If your question is, how do I setup RSM as a user? You answers are here from a post by Ted Harris. The post today is a deeper dive into RSM.
The answers to questions 1 through 3 above are really only necessary if you would like to know the answer to question 4. My reason for giving you a greater understanding of the RSM process is so that you can do a better job of troubleshooting should your RSM job run into an issue. Also, please note that this process is specifically for an RSM job submitted for ANSYS Mechanical. I have not tested this yet for a fluid flow run.
What happens when a job gets submitted to RSM?
The following will answer questions 1-3 above.
When a job is run locally (on your machine), ANSYS uses the Solver Files Directory to store and update data. That folder can be found by right clicking on the Solution branch in the Model tree and selecting Open Solver Files Directory.
When a job gets submitted to RSM, the files that are stored in the above folder will be transferred to a series of two temporary directories. One temporary directory on the client side (where you launched the job from) and one temporary directory on the compute server side (where the numbers get crunched).
Next, these files get transferred to a temporary directory on the compute server. The files in the _ProjectScratch directory will remain there but the folder will not be updated again until the solve is interrupted or finished.
If you navigate to that directory on your compute server, you will see all of the necessary files needed to run. Depending on your IT structure, you may or may not have access to this directory, but it is there.
Once your run is completed or you have interrupted it to review intermediate results and your results have been downloaded and transferred to the solver files folder, both of the temporary directories get cleaned up and removed. I have just outlined the basic process that goes on behind the scenes when you have submitted a job to RSM.
What if something goes wrong with my RSM job? Can I recover my data and re-read it into Workbench?
Recently, I ran into a problem with one of my RSM jobs that resulted in me losing all of the data that had been generated during a two day run. The exact cause of this problem I haven’t determined but it did force me to dive into the RSM process and discover what I am sharing with you today.
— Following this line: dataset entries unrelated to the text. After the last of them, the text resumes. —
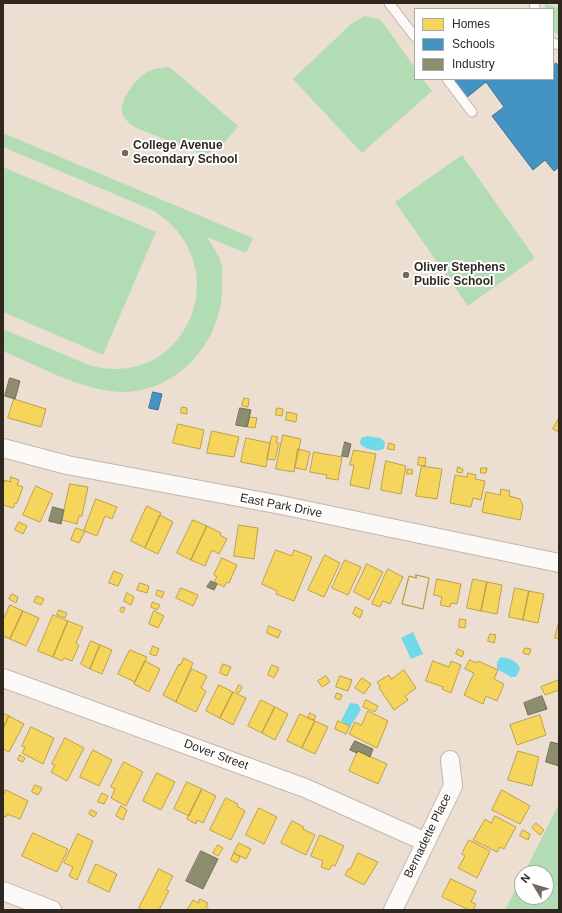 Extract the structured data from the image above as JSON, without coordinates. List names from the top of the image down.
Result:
{
  "streets": {
    "street": ["East Park Drive", "Dover Street", "Bernadette Place"]
  },
  "crossings": [
    ["Dover Street", "Bernadette Place"]
  ],
  "places": ["College Avenue Secondary School", "Oliver Stephens Public School"],
  "legend": ["Homes", "Schools", "Industry"],
  "north": "top left"
} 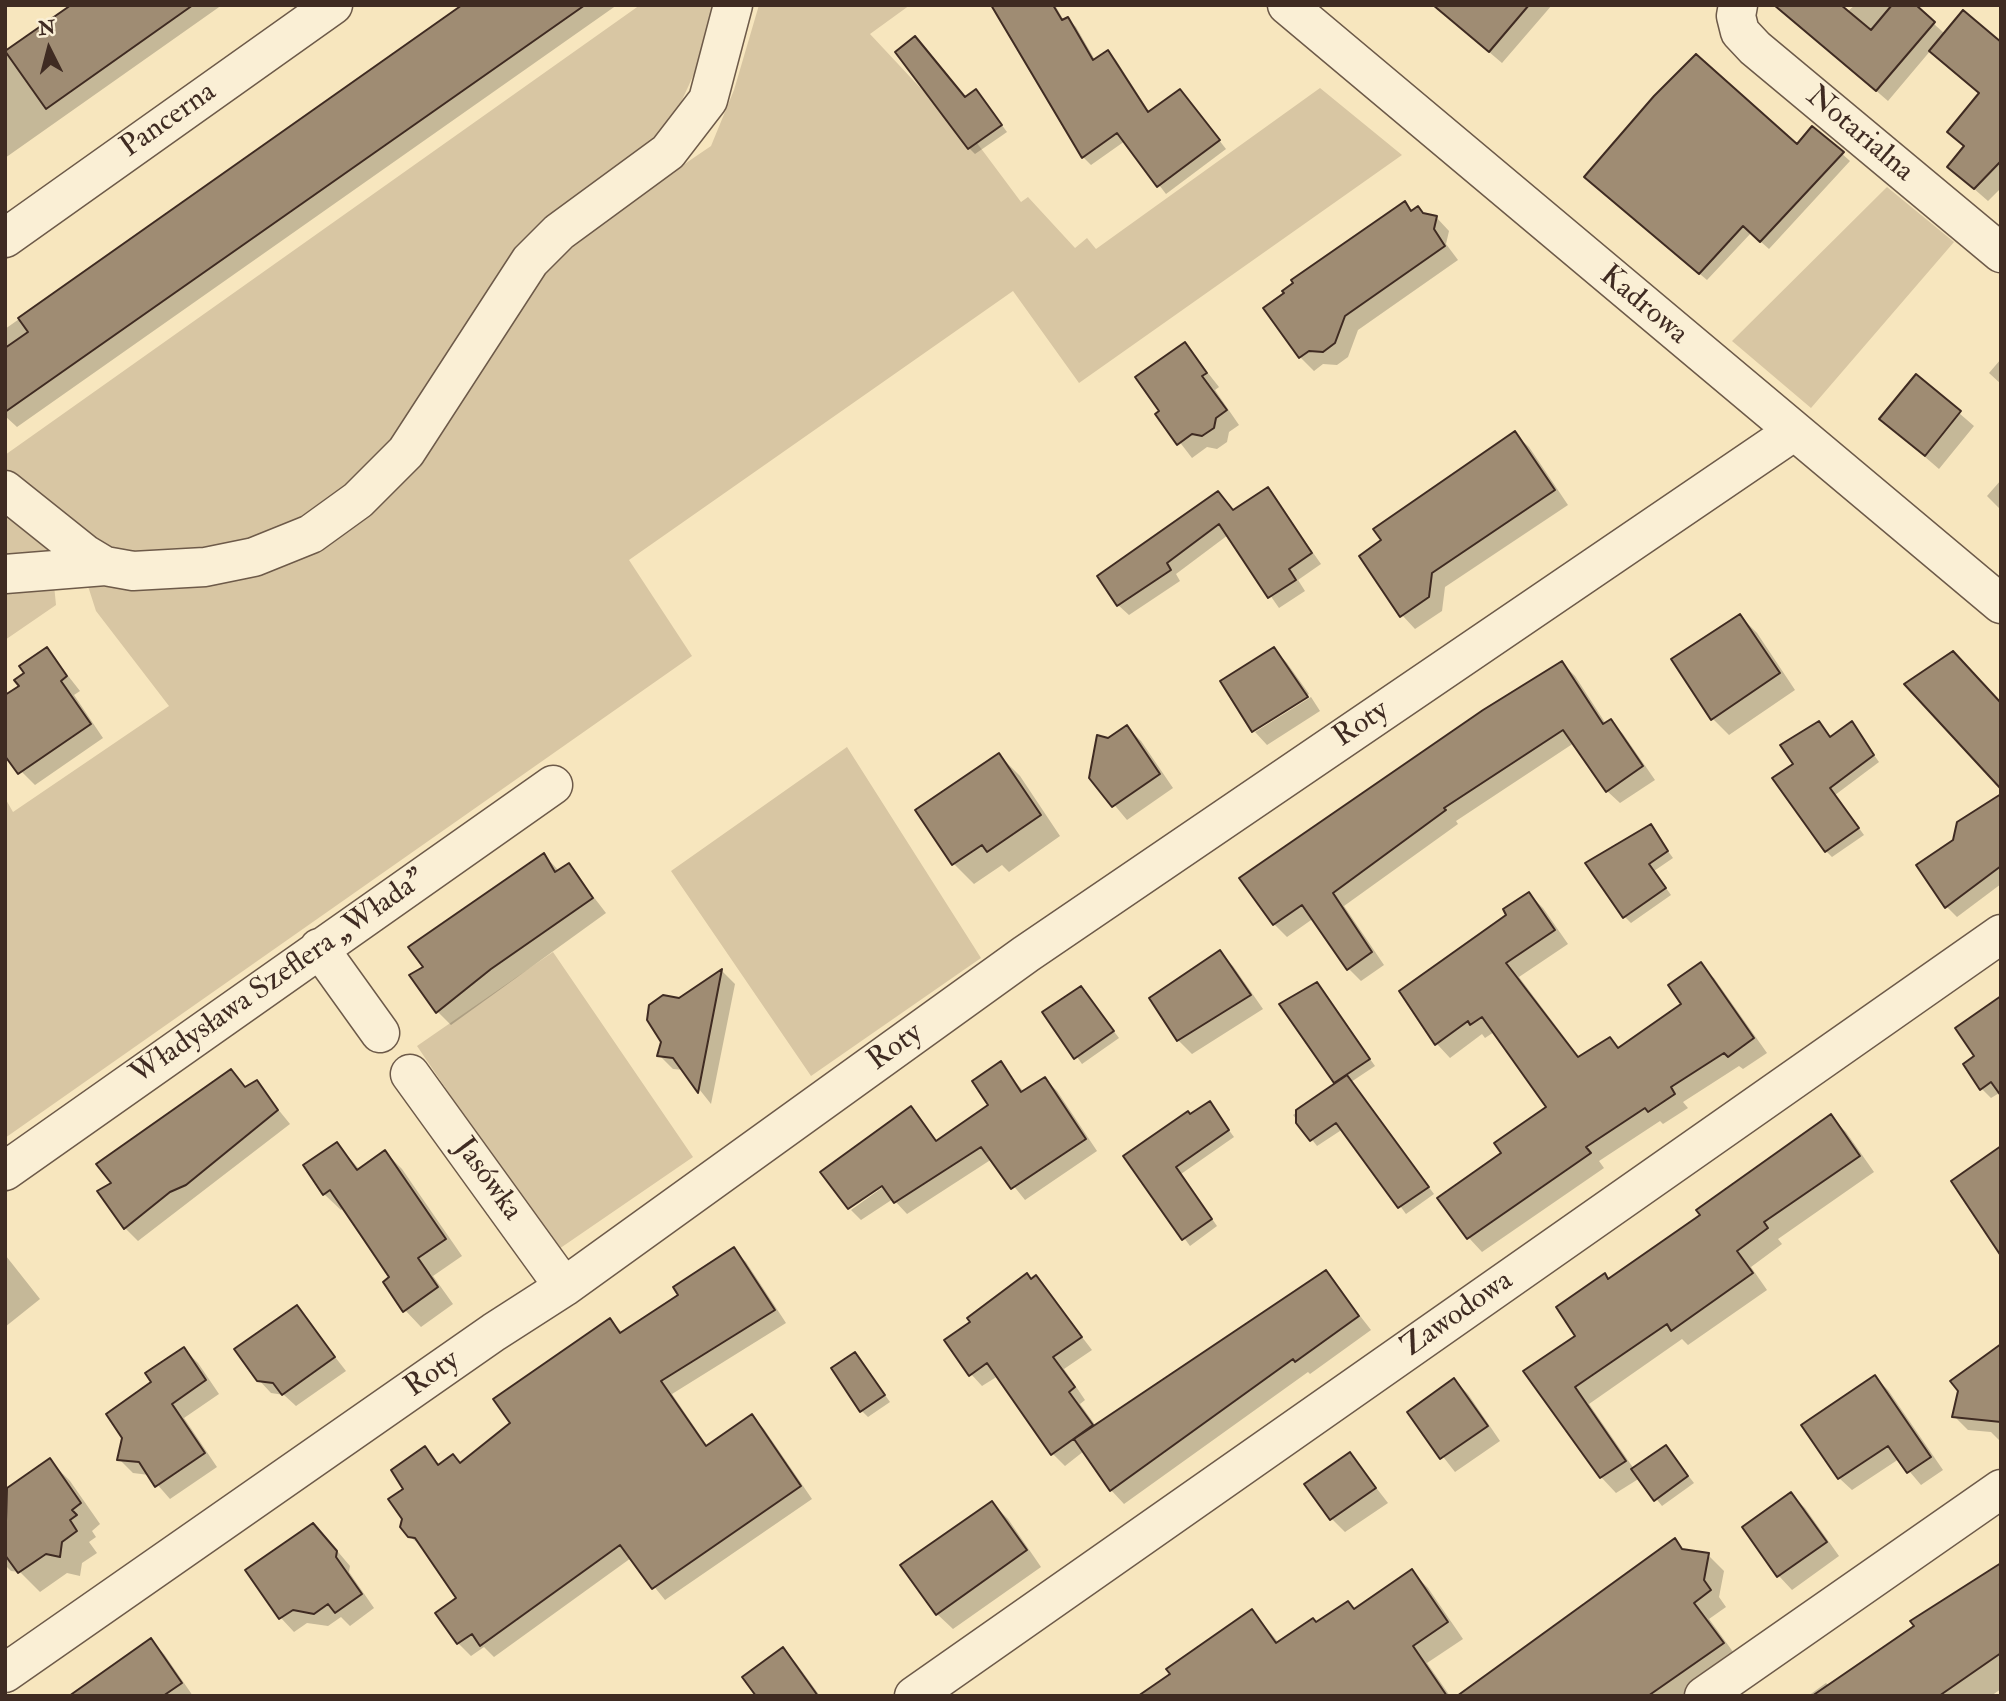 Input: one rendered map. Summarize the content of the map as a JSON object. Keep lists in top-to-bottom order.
{
  "streets": {
    "street": [
      "Pancerna",
      "Notarialna",
      "Kadrowa",
      "Roty",
      "Władysława Szeflera „Włada”",
      "Jasówka",
      "Zawodowa"
    ]
  },
  "crossings": [
    ["Kadrowa", "Roty"],
    ["Roty", "Jasówka"]
  ],
  "north": "top"
}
By pin-pointing and understanding what goes on after the job is submitted to RSM, I did determine that it can be possible to recover data, but only under certain circumstances and setup.
First, if you have the “Delete Job Files in Working Directory” box checked in the compute server properties menu accessed from the RSM queue interface (see below) and RSM sees your job as being completed, the answer to the above question is no, you will not be able to recover your data. Essentially, because the compute server is cleaned up and the temporary directory gets deleted, the files are lost.
To avoid lost data and prepare for such a catastrophe, my recommendation is that you or your IT department, uncheck the “Delete Job Files in Working Directory” box. That way, you have a backup copy of your files stored on the server that you can delete later when you are sure you have all of your files safely transferred to your solver files folder within your project directory structure.
The downside to having this box unchecked is that you have to manually cleanup your server. Your IT department might not like, or even allow you to do this because it could clutter your server if you do not stay on top of things. But, it could be worth the safety net.
As for getting your data back into Workbench, you will need to manually copy the files on the compute server to your solver files folder in your Workbench project directory structure. I explained how to access this folder at the beginning of this post. Once you have copied those files, back in the Mechanical application, with the Solution branch of your model tree highlighted, selects Tools>Read Results Files… (see below graphic), navigate to your solver files directory, select the *.rst file and read it in.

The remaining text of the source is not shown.